The national Black Economic Development Conference (BED-C) met in April of 1969. At the conference, James Forman, a former member of the Black Panther Party, drafted a Black Manifesto. It was poorly received and subsequently laid the groundwork for his expulsion from the League.
[edit] The Executive Board of LRBW
The League of Revolutionary Black Workers were made up of a seven-member executive board consisting of General Baker, John Watson, John Williams, Luke Tripp, Ken Cockrell, Mike Hamlin, and Chuck Wooten. At the beginning of the 70s, and as the League leadership questioned their future, there eventually emerged three defined tendencies about how the League should base its operations.
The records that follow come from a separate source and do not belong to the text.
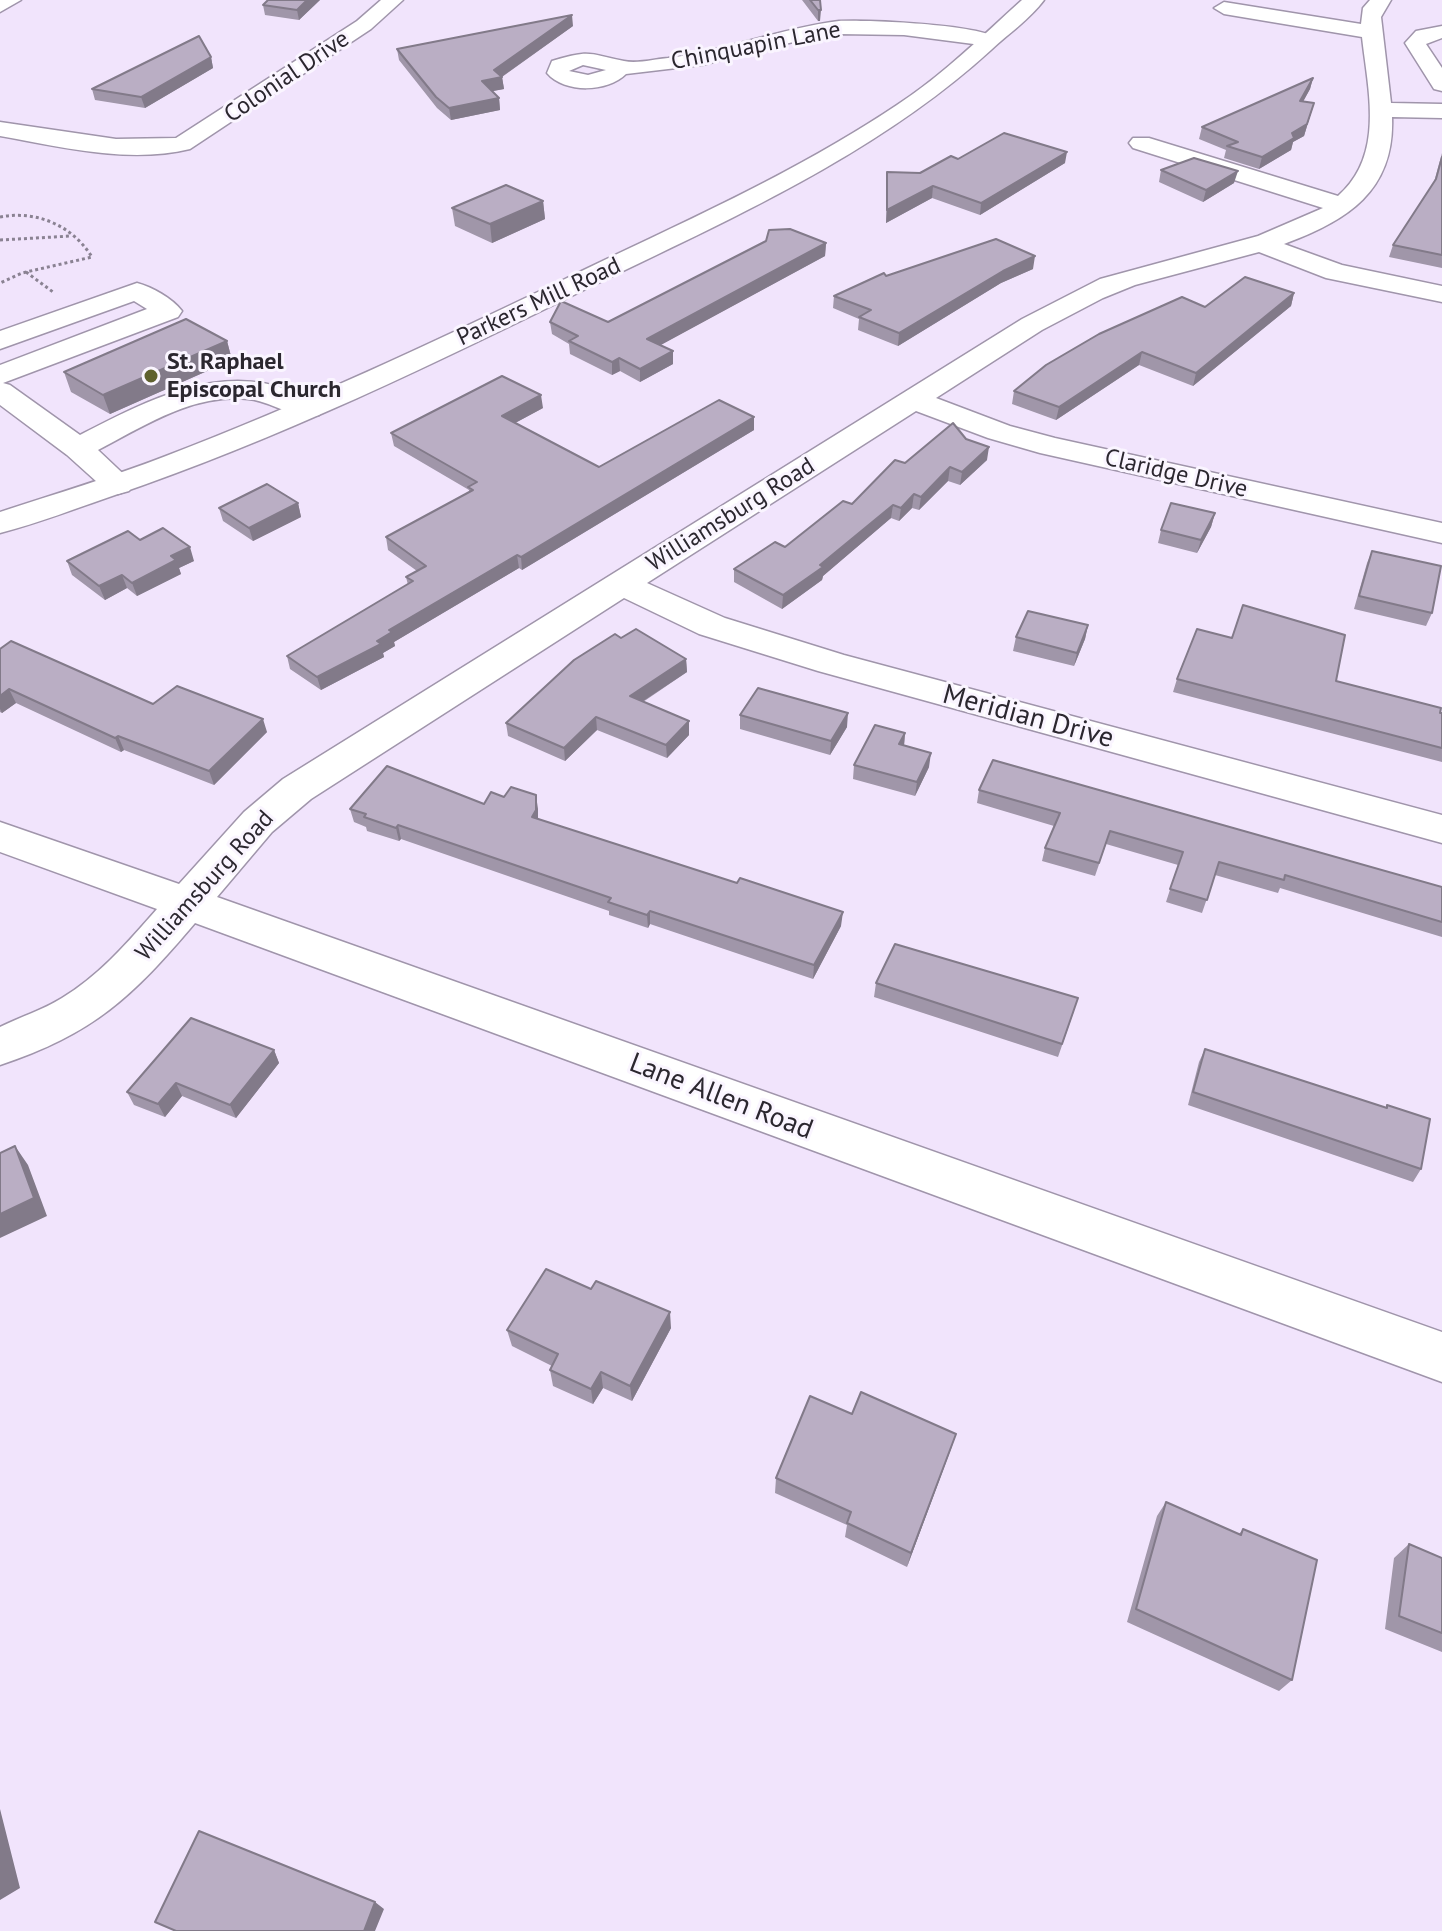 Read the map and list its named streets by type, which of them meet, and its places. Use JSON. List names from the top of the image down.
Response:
{
  "streets": {
    "street": [
      "Chinquapin Lane",
      "Colonial Drive",
      "Parkers Mill Road",
      "Claridge Drive",
      "Williamsburg Road",
      "Meridian Drive",
      "Lane Allen Road"
    ]
  },
  "crossings": [
    ["Chinquapin Lane", "Parkers Mill Road"],
    ["Claridge Drive", "Williamsburg Road"],
    ["Williamsburg Road", "Meridian Drive"],
    ["Williamsburg Road", "Lane Allen Road"]
  ],
  "places": ["St. Raphael Episcopal Church"]
} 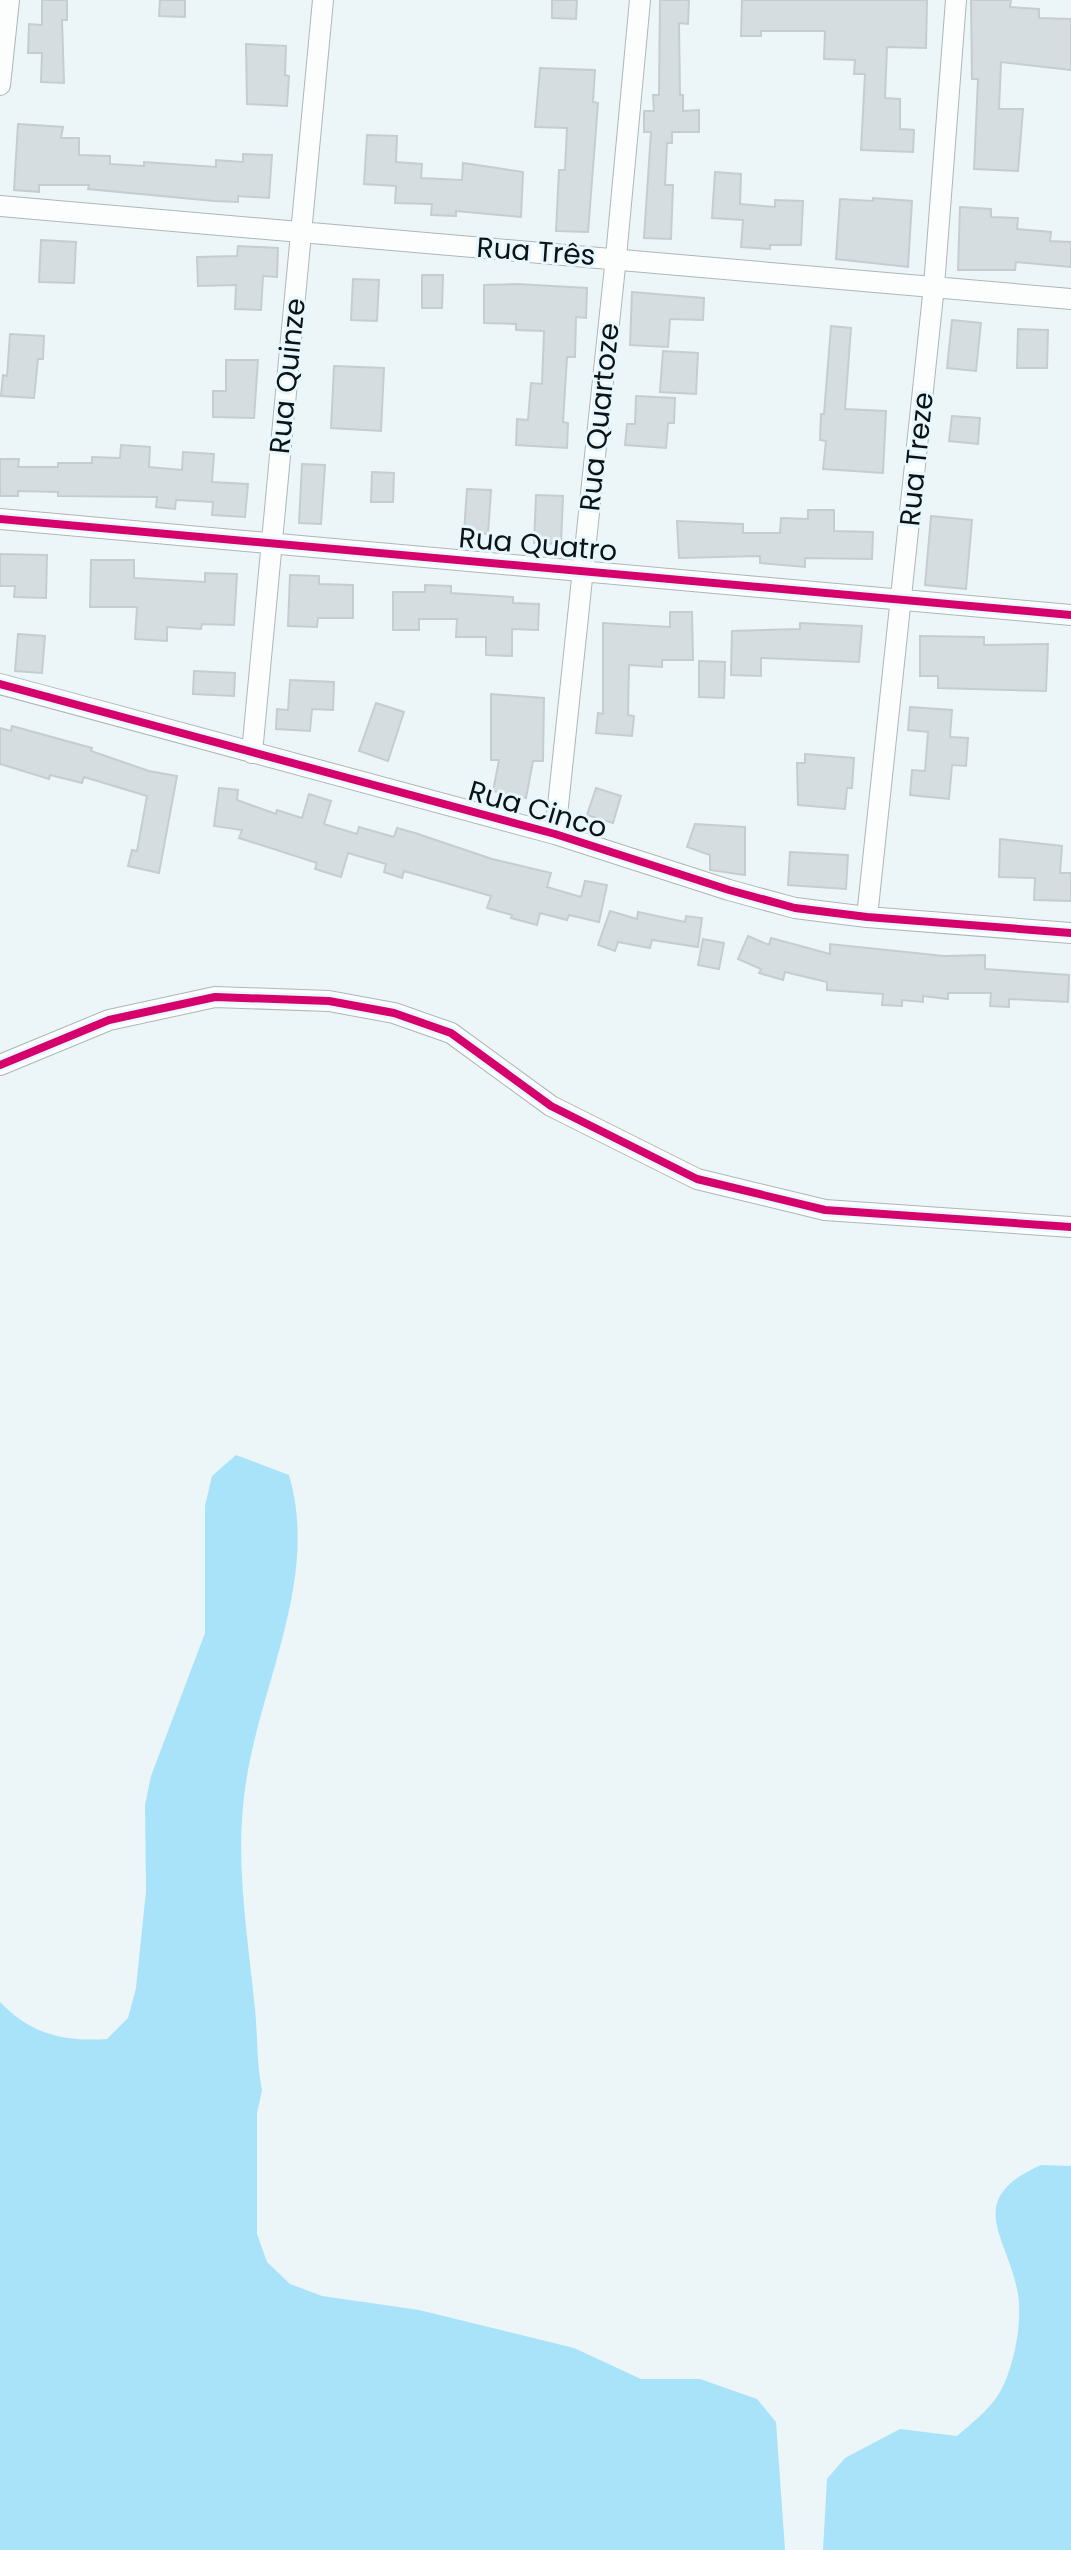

The first tendency, dubbed by League historian Dan Georgakas as the in-plant tendency, was made up of General Baker and Chuck Wooten. They stressed the League's in-plant organizing because of their limited foundation and because of Baker and Wooten's general pragmatic approach.
The second tendency, made up of Ken Cockrell, John Watson, and Mike Hamlin, dubbed the out-of-plant tendency, put more emphasis on cultural and educational work via the production of films such as Finally Got The News about DRUM, the creation of the Inner City Voice, and John Watson's assumption as editor of the Wayne State University press, The South End.
The third tendency consisted of John Williams and Luke Tripp which mediated between Baker's pragatism towards in-plant organizing and Cockrell's vision of a larger cultural, community, and ideological base which could sustain revolutionary activity at times of low involvement in the plants.
[edit] Black Workers Congress
The beginning of a party split began in 1970 with the creation of the Black Workers Congress, which, while making a strong presence at their initial conference, existed basically as a paper organization and eventually burned out. Many of the Black Workers Congress resigned over ideological differences concerning conceptual frameworks, location of priorities, and social relations. Other problems arose between in-plant organizing, community activism, and the role of intellectuals.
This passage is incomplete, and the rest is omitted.